**ACTION ITEM:** Gather all lines from the material that contain "nowrap".

**RECORDS:**
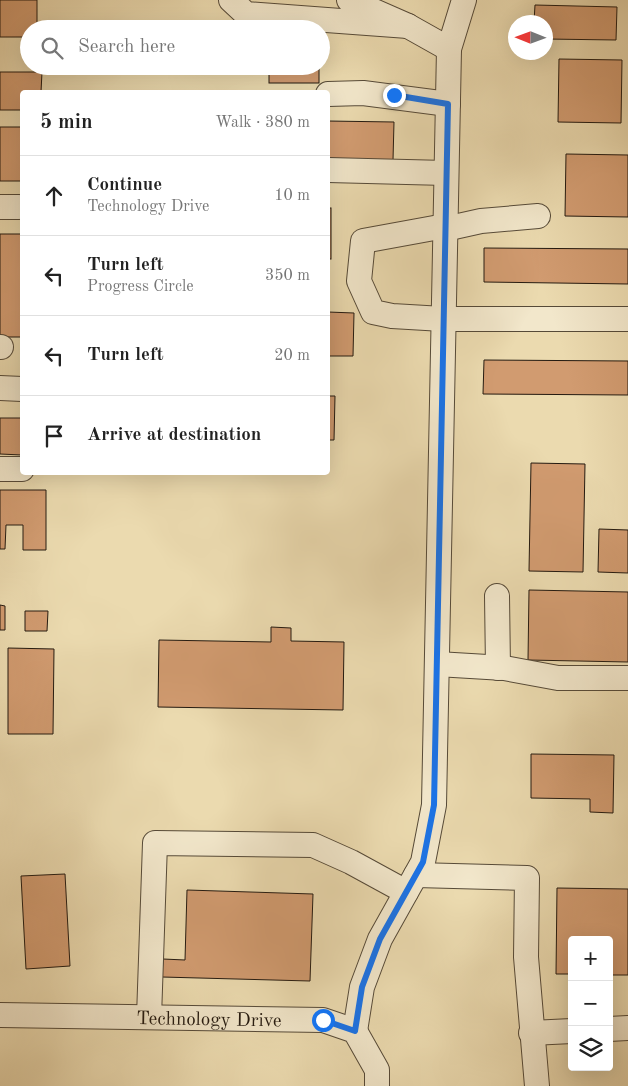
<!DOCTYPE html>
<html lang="en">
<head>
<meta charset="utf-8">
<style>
  :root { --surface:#fff; --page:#f6f6f6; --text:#222; --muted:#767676; --line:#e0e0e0 }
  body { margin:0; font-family:"Old Standard TT",serif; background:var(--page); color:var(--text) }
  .controls { position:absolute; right:15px; bottom:15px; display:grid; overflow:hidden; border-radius:5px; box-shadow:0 5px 20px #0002 }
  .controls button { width:45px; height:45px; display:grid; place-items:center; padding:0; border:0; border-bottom:1px solid var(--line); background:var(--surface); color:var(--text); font:25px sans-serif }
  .compass { position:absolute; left:508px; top:15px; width:45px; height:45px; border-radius:50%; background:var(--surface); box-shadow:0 5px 20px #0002; rotate:271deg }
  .stop { position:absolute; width:15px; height:15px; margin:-11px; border:4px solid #1a73e8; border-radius:50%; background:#fff }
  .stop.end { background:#1a73e8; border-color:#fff; box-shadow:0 1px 5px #0008 }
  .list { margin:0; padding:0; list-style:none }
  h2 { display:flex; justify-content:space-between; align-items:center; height:65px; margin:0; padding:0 20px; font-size:21px }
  h2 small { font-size:16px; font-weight:400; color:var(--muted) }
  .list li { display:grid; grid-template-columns:32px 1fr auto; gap:15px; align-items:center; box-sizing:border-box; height:80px; padding:0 20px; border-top:1px solid var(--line) }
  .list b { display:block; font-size:19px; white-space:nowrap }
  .list p { margin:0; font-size:16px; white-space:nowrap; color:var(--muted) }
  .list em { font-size:16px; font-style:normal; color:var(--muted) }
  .icon { flex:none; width:28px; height:28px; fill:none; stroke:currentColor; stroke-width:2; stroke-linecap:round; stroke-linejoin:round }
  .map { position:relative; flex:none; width:628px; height:1086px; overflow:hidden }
  .search { position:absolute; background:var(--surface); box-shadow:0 5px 20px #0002; left:20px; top:20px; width:310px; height:55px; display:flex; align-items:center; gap:12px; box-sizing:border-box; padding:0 18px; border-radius:28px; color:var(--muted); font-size:19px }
  .panel { position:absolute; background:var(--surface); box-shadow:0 5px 20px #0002; left:20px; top:90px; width:310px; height:385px; border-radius:5px }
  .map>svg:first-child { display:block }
  .building { fill:#d19b70; stroke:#241a10 }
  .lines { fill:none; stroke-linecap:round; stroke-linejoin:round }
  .minor-casing { stroke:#564a38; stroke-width:26 }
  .minor { stroke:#f2e7cb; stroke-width:24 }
  .route { stroke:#1a73e8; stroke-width:6 }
  .labels { text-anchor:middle; stroke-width:4.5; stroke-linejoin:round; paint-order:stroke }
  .street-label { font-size:19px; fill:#241a10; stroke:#f2e7cb }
</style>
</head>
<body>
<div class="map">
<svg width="628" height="1086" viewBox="0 0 628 1086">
  <rect width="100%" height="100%" fill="#ebdaaf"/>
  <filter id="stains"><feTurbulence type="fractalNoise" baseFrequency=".004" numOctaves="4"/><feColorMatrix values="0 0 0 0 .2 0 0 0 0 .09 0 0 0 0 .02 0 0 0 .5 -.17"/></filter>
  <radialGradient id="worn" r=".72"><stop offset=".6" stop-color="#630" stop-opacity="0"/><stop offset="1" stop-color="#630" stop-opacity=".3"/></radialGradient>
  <g class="building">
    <polygon points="0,0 37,0 37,29 29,29 29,37 0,37"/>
    <polygon points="535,5 617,7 616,40 546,39 546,22 534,22"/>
    <polygon points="559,59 622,60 621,123 558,122"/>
    <rect x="269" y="66" width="50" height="17"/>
    <polygon points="0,72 42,72 41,92 22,92 22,110 0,110"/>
    <polygon points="328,121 394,122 393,160 328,159"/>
    <rect x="0" y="127" width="22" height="54"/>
    <polygon points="566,154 628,155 628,217 565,216"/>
    <rect x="328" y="208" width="3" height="51"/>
    <rect x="0" y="234" width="22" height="103"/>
    <polygon points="484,248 628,249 628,284 484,282"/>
    <polygon points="328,312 354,313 353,356 328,356"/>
    <polygon points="484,360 628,361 628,395 483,394"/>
    <polygon points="328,396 335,396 334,440 328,440"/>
    <polygon points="0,418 22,418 22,455 0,454"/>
    <polygon points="531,463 585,464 583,572 529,571"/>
    <polygon points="0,490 46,490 46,550 23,550 23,525 6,525 5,549 0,549"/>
    <polygon points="599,529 628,530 628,573 598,572"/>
    <polygon points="529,590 628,592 628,662 528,660"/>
    <polygon points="0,605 5,606 5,630 0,630"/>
    <polygon points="25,611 48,611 47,631 25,631"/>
    <polygon points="271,627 291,628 291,641 344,642 343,710 158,707 159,640 271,642"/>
    <polygon points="8,648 54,649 53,734 8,734"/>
    <polygon points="531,754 614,755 613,813 590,812 590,799 531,798"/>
    <polygon points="65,874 70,966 26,969 21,876"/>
    <polygon points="557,888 628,889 628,975 609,975 609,940 572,940 572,974 556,974"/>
    <polygon points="187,890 313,894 310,981 162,977 163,959 185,960"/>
  </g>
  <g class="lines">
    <g class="minor-casing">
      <g id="minor">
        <polyline points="231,0 246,14 408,26"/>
        <polyline points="349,0 408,26 449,49"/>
        <polyline points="328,94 363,93 448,104"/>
        <polyline points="328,170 446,173"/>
        <polyline points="0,207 19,207"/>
        <polyline points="445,226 363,241 359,281 373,312 392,316 443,319 628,319"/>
        <polyline points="445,229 481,221 538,216"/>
        <polyline points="0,347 1,347"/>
        <polyline points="0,388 22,389"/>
        <polyline points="0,469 22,469"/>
        <polyline points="497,596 498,668"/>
        <polyline points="437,664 504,668 558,678 628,678"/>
        <polyline points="416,875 527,878 526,957 537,1086"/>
        <path id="s1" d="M 0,1015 L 323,1020 L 355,1031 L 377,1070 L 377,1086"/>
        <polyline points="149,1017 155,843 313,845 351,862 406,892"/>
        <polyline points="609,1029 628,1028"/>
        <polyline points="355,1031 362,987 380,939 423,862 434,805 449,49 464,0"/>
        <polyline points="531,1033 572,1031"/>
      </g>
    </g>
    <use href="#minor" class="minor"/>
  </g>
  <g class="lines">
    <polyline class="route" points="323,1020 355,1031 362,987 380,939 423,862 434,805 448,104 394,95"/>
  </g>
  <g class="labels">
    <g class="street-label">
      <text dy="7" stroke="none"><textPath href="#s1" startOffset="209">Technology Drive</textPath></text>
    </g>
  </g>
  <rect width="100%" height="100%" filter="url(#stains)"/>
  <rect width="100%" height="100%" fill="url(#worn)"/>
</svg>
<div class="controls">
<button>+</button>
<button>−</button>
<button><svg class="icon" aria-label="layers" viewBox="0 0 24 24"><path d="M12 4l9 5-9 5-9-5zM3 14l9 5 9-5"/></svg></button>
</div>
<svg class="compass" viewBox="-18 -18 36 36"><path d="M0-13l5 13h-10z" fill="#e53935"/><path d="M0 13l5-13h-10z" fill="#767676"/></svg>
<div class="stop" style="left:323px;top:1020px"></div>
<div class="stop end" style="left:394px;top:95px"></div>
<div class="search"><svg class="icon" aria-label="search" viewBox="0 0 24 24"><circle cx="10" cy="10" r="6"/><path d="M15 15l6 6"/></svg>Search here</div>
<section class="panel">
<h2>5 min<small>Walk · 380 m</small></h2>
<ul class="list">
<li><svg class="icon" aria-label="ahead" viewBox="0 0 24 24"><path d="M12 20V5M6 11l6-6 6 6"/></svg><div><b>Continue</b><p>Technology Drive</p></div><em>10 m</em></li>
<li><svg class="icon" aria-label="left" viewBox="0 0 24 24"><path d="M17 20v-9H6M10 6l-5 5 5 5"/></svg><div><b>Turn left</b><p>Progress Circle</p></div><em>350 m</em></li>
<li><svg class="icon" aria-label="left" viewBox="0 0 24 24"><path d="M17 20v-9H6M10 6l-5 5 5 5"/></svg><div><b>Turn left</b></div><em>20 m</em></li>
<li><svg class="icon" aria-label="arrive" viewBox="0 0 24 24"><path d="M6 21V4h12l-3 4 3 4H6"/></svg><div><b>Arrive at destination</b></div></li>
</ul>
</section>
</div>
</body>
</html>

**SOLUTION FOR THIS TASK:**
  .list b { display:block; font-size:19px; white-space:nowrap }
  .list p { margin:0; font-size:16px; white-space:nowrap; color:var(--muted) }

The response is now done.